The USPTO Would Prefer Not to Follow the First Amendment

The USPTO is, apparently, a big Melville crowd.

In December, U.S. Court of Appeals for the Federal Circuit decided In re Tam, 2015 U.S. App. LEXIS 22593 (Fed. Cir. Dec. 22, 2015). In it, the Federal Circuit made a sweeping pronouncement that the First Amendment applies to trademark registrations, and that a long-criticized prohibition on “disparaging” trademarks could no longer stand. The portion of the trademark act that fell was Section 2(a) of the Lanham Act, 15 U.S.C.S. § 1052(a).

Then, the Department of Justice conceded that § 2(a) was no longer enforceable in light of In re Tam.

We do not believe that given the breadth of the Court’s Tam decision and in view of the totality of the Court’s reasoning there, that there is any longer a reasonable basis in this Court's law for treating them differently… The reasoning of Tam requires the invalidation of § 2(a)'s prohibition against registering scandalous and immoral Trademarks as well."

One might think then, for a moment, that the USPTO would stop relying on an unconstitutional provision, no? Well, time for a literature lesson:

In Herman Melville’s classic, Bartleby the Scrivener, an attorney finds frustration with his scrivener, Bartleby. Any time Bartleby is directed to perform a task, he replies with the classic refrain: “I would prefer not to.”

The first of many such exchanges continued thus:

“Prefer not to,” echoed I, rising in high excitement, and crossing the room with a stride. “What do you mean? Are you moon-struck? I want you to help me compare this sheet here – take it,” and I thrust it towards him.
“I would prefer not to,” said he. Herman Melville, Bartleby, the Scrivener: A Story of Wall Street 10 (Dover 1990) (1853).

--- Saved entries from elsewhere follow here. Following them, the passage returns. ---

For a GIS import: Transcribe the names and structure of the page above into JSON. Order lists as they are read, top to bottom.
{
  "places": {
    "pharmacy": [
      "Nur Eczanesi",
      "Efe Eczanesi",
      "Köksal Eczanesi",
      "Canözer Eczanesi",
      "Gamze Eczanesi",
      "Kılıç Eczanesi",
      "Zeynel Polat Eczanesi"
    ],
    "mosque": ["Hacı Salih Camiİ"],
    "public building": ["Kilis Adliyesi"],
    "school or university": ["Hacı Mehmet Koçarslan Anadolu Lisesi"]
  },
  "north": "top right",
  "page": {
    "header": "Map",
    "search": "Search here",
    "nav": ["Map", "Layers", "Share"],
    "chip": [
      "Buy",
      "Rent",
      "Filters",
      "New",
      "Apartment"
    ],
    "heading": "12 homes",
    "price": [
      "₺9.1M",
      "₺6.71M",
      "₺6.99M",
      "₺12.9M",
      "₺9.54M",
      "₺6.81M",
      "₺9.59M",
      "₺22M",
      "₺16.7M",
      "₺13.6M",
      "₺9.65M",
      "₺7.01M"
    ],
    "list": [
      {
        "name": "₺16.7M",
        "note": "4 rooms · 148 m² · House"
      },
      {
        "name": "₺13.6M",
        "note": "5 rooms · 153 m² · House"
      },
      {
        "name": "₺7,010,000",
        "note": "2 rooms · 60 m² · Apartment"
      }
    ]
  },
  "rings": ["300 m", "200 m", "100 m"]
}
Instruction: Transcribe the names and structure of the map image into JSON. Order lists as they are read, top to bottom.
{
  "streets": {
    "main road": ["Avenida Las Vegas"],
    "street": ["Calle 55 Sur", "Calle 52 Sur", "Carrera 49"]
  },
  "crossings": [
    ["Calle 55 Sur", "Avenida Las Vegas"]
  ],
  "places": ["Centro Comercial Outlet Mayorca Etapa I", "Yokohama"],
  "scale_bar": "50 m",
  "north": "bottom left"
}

Initially infuriated, but beguiled by Bartleby’s charmingly passive insolence, the narrator tolerates Bartleby’s masterfully eccentric defiance, but eventually fires him. Once fired, Bartleby’s behavior becomes stranger, and he refuses to leave the premises of his employer, who finds Bartleby’s stubbornness to be an immoveable object. Bartleby’s defiance, as effective as it is, eventually leads to his undoing. Bartleby’s preference leads to his imprisonment and starvation, as he finally encounters both men and forces of nature who are unmoved by his antics.

We have, at least for the moment, a government agency that fancies itself in the role of Bartleby. The USPTO has already been instructed by the Federal Circuit that Section 2(a) (at least as far as the "disparaging" portion of it) is unconstitutional, and the case law that the USPTO has relied upon to justify its bullshit standard under the "scandalous" portion is specifically overruled.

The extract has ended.